The first line of the entries is where the copy starts and the line with "[683,472,737,514,719,535,665,493]" is where it ends; set down each line exactly, both ends included, and drop pictures.

Collected data:

§ §

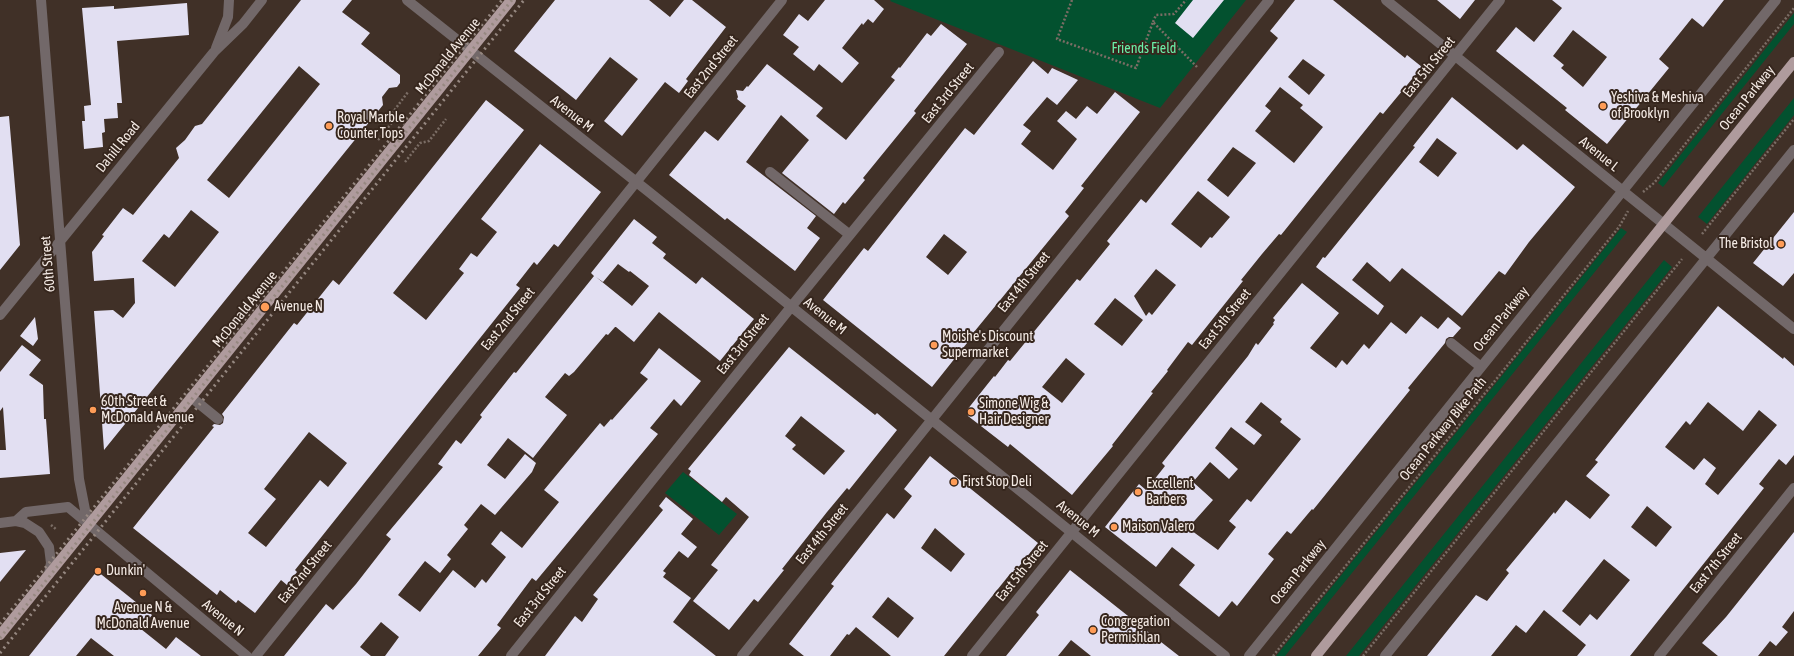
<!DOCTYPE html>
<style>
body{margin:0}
canvas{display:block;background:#403027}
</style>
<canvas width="1794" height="656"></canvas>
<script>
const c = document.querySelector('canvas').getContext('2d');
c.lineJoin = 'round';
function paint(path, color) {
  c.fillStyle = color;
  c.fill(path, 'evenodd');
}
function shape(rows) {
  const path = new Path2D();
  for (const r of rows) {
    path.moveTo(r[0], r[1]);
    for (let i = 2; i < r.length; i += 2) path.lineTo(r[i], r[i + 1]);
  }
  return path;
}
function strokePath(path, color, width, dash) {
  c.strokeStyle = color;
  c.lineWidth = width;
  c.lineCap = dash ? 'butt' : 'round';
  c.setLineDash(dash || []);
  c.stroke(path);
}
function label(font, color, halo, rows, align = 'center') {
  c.font = font + ' "Asap Condensed",sans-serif';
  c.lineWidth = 4;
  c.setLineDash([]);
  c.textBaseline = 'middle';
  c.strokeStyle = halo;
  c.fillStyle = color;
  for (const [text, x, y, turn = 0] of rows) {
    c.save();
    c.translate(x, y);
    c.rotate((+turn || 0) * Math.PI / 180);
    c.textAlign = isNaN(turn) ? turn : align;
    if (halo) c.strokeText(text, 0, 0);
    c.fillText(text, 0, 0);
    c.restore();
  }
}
const green = shape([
 [891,0,1246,0,1160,108,890,1],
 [1794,13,1794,24,1663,187,1658,183],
 [1794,98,1794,115,1707,224,1698,217],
 [1621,228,1627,232,1285,656,1276,656],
 [1664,260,1672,267,1359,656,1346,656],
 [683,472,737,514,719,535,665,493]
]);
const building = shape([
 [301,0,352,0,342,12,370,33,361,44,400,75,400,83,397,87,389,88,382,97,383,105,104,450,94,311,113,310,123,318,135,303,134,278,94,281,92,252,104,236,102,235,123,208,133,215,179,158,176,148,185,140,195,126,202,124],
 [299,66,320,84,229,198,207,180],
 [191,210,219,232,175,287,142,261,164,234,169,238],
 [555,0,649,0,670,17,684,0,692,0,726,27,686,79,688,81,679,93,665,82,622,136,604,121,638,79,610,57,576,100,514,51],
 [825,0,874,0,884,9,873,23,868,19,863,25,862,23,842,48,859,63,842,83,819,64,814,71,793,54,799,47,783,35,799,14,808,21],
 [1193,0,1224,0,1193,38,1175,23],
 [1295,0,1333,0,1405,58,1407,55,1422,67,1383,114,1380,112,1281,235,1279,234,1262,254,1241,280,1243,281,1192,345,1188,342,1167,370,1168,371,1151,392,1153,393,1112,445,1113,446,1072,495,1010,444,1008,447,968,416,967,410,994,376,995,377,1008,360,1010,361,1077,279,1080,281,1110,244,1107,241,1141,199,1146,203,1278,38,1270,31],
 [1303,59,1325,75,1309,95,1288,77],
 [1280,87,1303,105,1300,108,1323,127,1294,163,1255,131,1271,111,1265,106],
 [1233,147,1256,163,1228,197,1207,180],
 [1198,191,1230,217,1212,238,1210,237,1201,248,1171,224],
 [1156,269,1176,285,1152,315,1149,312,1146,316,1134,296],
 [1115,298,1143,320,1122,346,1094,324],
 [1066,358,1085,374,1062,403,1042,387],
 [1437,0,1475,0,1460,19],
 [1552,0,1724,0,1703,27,1692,18,1659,59,1669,68,1607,144,1565,110,1567,108,1496,51,1516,27,1534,42,1562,8],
 [1573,30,1607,57,1583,87,1561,68,1564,65,1553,56],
 [187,3,189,35,117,41,122,103,117,103,118,118,104,119,105,132,102,133,103,147,84,149,82,121,85,121,84,106,91,105,82,8,114,6,114,9],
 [941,24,967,44,914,111,916,113,863,178,865,180,845,204,843,202,834,214,782,173,809,140,781,115,746,162,816,216,807,228,820,238,795,271,727,218,725,220,669,175,705,131,718,141,746,106,737,99,738,97,736,90,743,91,747,86,748,87,767,64,823,108,816,116,846,140,895,80,891,77,899,67,900,68,927,33,931,36],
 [1033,61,1048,74,1052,68,1078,80,1057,105,1047,97,1023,125,1031,131,1021,144,1053,170,1077,139,1057,121,1066,111,1076,119,1087,106,1097,114,1115,92,1140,112,1081,186,1084,188,1065,212,1069,216,974,332,975,333,932,387,823,300,864,248,868,251,879,237,965,128,974,135],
 [944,234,967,252,948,275,926,257],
 [1452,97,1517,150,1523,144,1575,187,1529,242,1505,275,1499,271,1462,316,1402,268,1390,282,1367,262,1352,280,1384,306,1378,315,1316,267,1323,257,1325,258,1415,147,1413,146],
 [1437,138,1457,153,1438,177,1419,162],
 [486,100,524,130,393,293,426,320,464,273,459,269,471,253,477,257,497,232,481,219,540,144,601,192,558,247,554,244,537,265,534,262,516,285,520,288,295,570,297,572,287,585,281,580,255,613,238,600,236,603,220,590,217,595,133,528,214,427,212,426,214,424,220,425,223,423,224,417,222,414,294,323,297,325,333,280,339,285],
 [309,432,347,463,328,487,320,480,266,547,248,533,276,499,264,489],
 [9,116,20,245,0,270,0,117],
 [1794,212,1794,273,1783,286,1753,263],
 [634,219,657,237,652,243,666,254,663,258,696,284,702,277,754,319,720,361,659,312,634,342,616,327,615,327,608,335,606,334,574,372,569,376,565,373,545,397,567,415,533,458,508,438,487,465,505,479,525,454,536,463,532,472,495,515,481,504,464,525,468,529,447,555,451,559,440,573,425,561,398,595,420,612,453,570,475,588,482,579,486,583,506,557,491,544,501,531,522,548,559,502,544,490,600,423,604,427,611,419,612,420,648,379,640,373,659,348,701,381,681,406,674,399,650,428,658,434,536,581,532,578,497,625,501,628,478,656,385,656,399,637,381,622,360,647,371,656,284,656,326,604,333,610,356,584,391,539,386,535,443,467,438,464,456,440,461,444,482,417,480,415,514,372,516,373,594,276,591,273],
 [618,264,629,272,630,271,649,286,632,306,596,277,603,282],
 [1302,283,1339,313,1310,348,1336,368,1342,360,1347,365,1364,344,1369,349,1391,322,1406,334,1421,316,1438,329,1448,317,1461,328,1453,337,1449,337,1446,339,1445,343,1408,388,1410,390,1313,510,1312,509,1291,534,1287,531,1268,554,1274,559,1237,606,1232,601,1219,617,1179,585,1195,565,1172,547,1156,567,1105,527,1139,484,1146,490,1165,466,1162,463,1248,356,1256,343,1258,345,1274,324,1273,323,1275,320,1273,318],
 [1261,402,1282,419,1280,422,1301,439,1251,502,1247,499,1229,521,1236,527,1218,550,1188,528,1213,500,1193,482,1210,462,1229,479,1238,469,1215,448,1231,427,1254,445,1262,435,1245,422],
 [1718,306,1783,359,1784,357,1794,366,1794,455,1786,465,1779,459,1759,484,1764,488,1630,656,1577,656,1586,645,1544,610,1526,633,1516,625,1491,656,1427,656,1476,595,1487,601,1509,573,1506,570,1554,512,1555,514,1566,500,1590,519,1610,495,1586,476,1598,462,1595,460],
 [1708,402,1743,431,1759,410,1777,425,1718,495,1705,484,1716,468,1704,458,1694,470,1665,447,1686,421,1690,425],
 [1647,506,1672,527,1656,547,1631,527],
 [1604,559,1630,580,1597,620,1590,614,1580,626,1562,611],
 [35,317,38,339,33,346,20,336],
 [22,345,41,360,29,375,43,385,44,419,46,419,50,474,0,478,0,450,6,450,3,407,0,411,0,372],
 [789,347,875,415,877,413,897,430,849,490,847,488,827,512,782,569,784,570,758,602,754,599,729,630,693,601,718,570,711,565,749,517,726,497,722,502,689,475,691,471,688,469],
 [801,416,845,451,824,475,792,449,796,445,785,436],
 [930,456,1038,543,1012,575,1010,574,944,656,891,656,856,627,849,635,847,634,830,656,804,656,789,644,834,586,831,584,887,513,894,519,912,496,904,489],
 [935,528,965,554,951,572,921,548],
 [888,597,914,618,898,638,872,617],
 [666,497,693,519,681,534,697,547,688,558,679,551,663,571,666,573,663,577,691,598,673,622,716,656,545,656,575,616,582,622,598,599,593,595,663,510,659,506],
 [1794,532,1794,611,1782,627,1788,632,1776,646,1770,641,1758,656,1718,656,1702,643,1726,617],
 [26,550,0,582,0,553],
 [1070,570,1147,631,1179,656,1091,656,1071,640,1058,656,1006,656,1039,615,1036,612],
 [97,571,152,615,141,629,166,649,176,637,201,656,114,656,91,638,76,656,29,656]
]);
const path = shape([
 [1072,0,1057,39,1136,68,1153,22,1197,67],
 [1153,22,1156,15,1174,14,1186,0],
 [378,140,394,120,393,112,408,92],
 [405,162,420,143,429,141,446,119],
 [1643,192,1654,183,1794,8],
 [1702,234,1794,119],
 [51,525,57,530],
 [1273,656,1619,227,1628,211],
 [1363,656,1682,259]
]);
const minor = shape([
 [41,0,79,479,88,525],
 [407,0,649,192,1225,656],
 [1386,0,1794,329],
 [216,48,228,17,229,0],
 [770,172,850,235],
 [0,315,214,52,243,24,262,0],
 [1451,343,1481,367],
 [191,397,218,419],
 [16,521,26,512,68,507,247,656],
 [0,523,16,521,25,523,39,532,49,547,51,563,49,574],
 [256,656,782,0],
 [511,656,791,307,999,52],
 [742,656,1269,0],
 [972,656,1500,0],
 [1249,656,1776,0],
 [1385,656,1794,150],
 [1659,656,1794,488]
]);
const major = shape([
 [0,635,511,0],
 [1316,656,1794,62]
]);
const rail = shape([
 [0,624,502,0],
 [0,638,512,0],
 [0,653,524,0]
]);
const markers = [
 [1603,106,4,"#fe9c57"],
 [329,126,4,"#fe9c57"],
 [1781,244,4,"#fe9c57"],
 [265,307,5,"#fe9c57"],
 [934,345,4,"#fe9c57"],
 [93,410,4,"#fe9c57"],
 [971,412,4,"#fe9c57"],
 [954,482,4,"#fe9c57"],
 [1138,492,4,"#fe9c57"],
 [1114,527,4,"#fe9c57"],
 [98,571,4,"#fe9c57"],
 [143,593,4,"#fe9c57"],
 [1093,630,4,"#fe9c57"]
];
const parkNames = [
 ["Friends Field",1144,49]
];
const streetNames = [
 ["McDonald Avenue",448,56,-51],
 ["East 2nd Street",711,67,-51],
 ["East 5th Street",1429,67,-51],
 ["East 3rd Street",948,93,-51],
 ["Ocean Parkway",1747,98,-51],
 ["Avenue M",572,114,38],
 ["Dahill Road",118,147,-51],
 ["Avenue L",1599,154,39],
 ["60th Street",48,264,-95],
 ["East 4th Street",1024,282,-51],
 ["McDonald Avenue",245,309,-51],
 ["Avenue M",825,316,39],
 ["East 2nd Street",508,319,-51],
 ["East 5th Street",1225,319,-51],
 ["Ocean Parkway",1501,319,-51],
 ["East 3rd Street",743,344,-51],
 ["Ocean Parkway Bike Path",1443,429,-51],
 ["Avenue M",1078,519,39],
 ["East 4th Street",822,534,-51],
 ["East 7th Street",1716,563,-51],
 ["East 5th Street",1022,571,-51],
 ["East 2nd Street",305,572,-51],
 ["Ocean Parkway",1298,572,-51],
 ["East 3rd Street",540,597,-51],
 ["Avenue N",223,618,39]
];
const poiNames = [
 ["Yeshiva & Meshiva",1611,98],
 ["of Brooklyn",1611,114],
 ["Royal Marble",337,118],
 ["Counter Tops",337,134],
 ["The Bristol",1773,244,"right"],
 ["Avenue N",274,307],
 ["Moishe's Discount",942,337],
 ["Supermarket",942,353],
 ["60th Street &",101,402],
 ["McDonald Avenue",101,418],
 ["Simone Wig &",979,404],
 ["Hair Designer",979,420],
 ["First Stop Deli",962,482],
 ["Excellent",1146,484],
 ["Barbers",1146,500],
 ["Maison Valero",1122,527],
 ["Dunkin'",106,571],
 ["Avenue N &",143,608,"center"],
 ["McDonald Avenue",143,624,"center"],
 ["Congregation",1101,622],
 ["Permishlan",1101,638]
];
paint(green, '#03512f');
paint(building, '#e2dff2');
strokePath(path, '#7b6d65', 2.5, [2, 2]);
strokePath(minor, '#726869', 10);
strokePath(major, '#af9b9d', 10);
strokePath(rail, '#968881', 3, [2, 4]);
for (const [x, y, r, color] of markers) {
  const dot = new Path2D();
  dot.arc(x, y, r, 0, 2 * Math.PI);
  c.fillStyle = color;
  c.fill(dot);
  strokePath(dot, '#36261d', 1.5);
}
label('14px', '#6bf0a8', '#36261d', parkNames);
label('14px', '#f4eae4', '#36261d', streetNames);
label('14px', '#f4eae4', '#36261d', poiNames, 'left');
</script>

§ §

# [Response to this exercise]
<!DOCTYPE html>
<style>
body{margin:0}
canvas{display:block;background:#403027}
</style>
<canvas width="1794" height="656"></canvas>
<script>
const c = document.querySelector('canvas').getContext('2d');
c.lineJoin = 'round';
function paint(path, color) {
  c.fillStyle = color;
  c.fill(path, 'evenodd');
}
function shape(rows) {
  const path = new Path2D();
  for (const r of rows) {
    path.moveTo(r[0], r[1]);
    for (let i = 2; i < r.length; i += 2) path.lineTo(r[i], r[i + 1]);
  }
  return path;
}
function strokePath(path, color, width, dash) {
  c.strokeStyle = color;
  c.lineWidth = width;
  c.lineCap = dash ? 'butt' : 'round';
  c.setLineDash(dash || []);
  c.stroke(path);
}
function label(font, color, halo, rows, align = 'center') {
  c.font = font + ' "Asap Condensed",sans-serif';
  c.lineWidth = 4;
  c.setLineDash([]);
  c.textBaseline = 'middle';
  c.strokeStyle = halo;
  c.fillStyle = color;
  for (const [text, x, y, turn = 0] of rows) {
    c.save();
    c.translate(x, y);
    c.rotate((+turn || 0) * Math.PI / 180);
    c.textAlign = isNaN(turn) ? turn : align;
    if (halo) c.strokeText(text, 0, 0);
    c.fillText(text, 0, 0);
    c.restore();
  }
}
const green = shape([
 [891,0,1246,0,1160,108,890,1],
 [1794,13,1794,24,1663,187,1658,183],
 [1794,98,1794,115,1707,224,1698,217],
 [1621,228,1627,232,1285,656,1276,656],
 [1664,260,1672,267,1359,656,1346,656],
 [683,472,737,514,719,535,665,493]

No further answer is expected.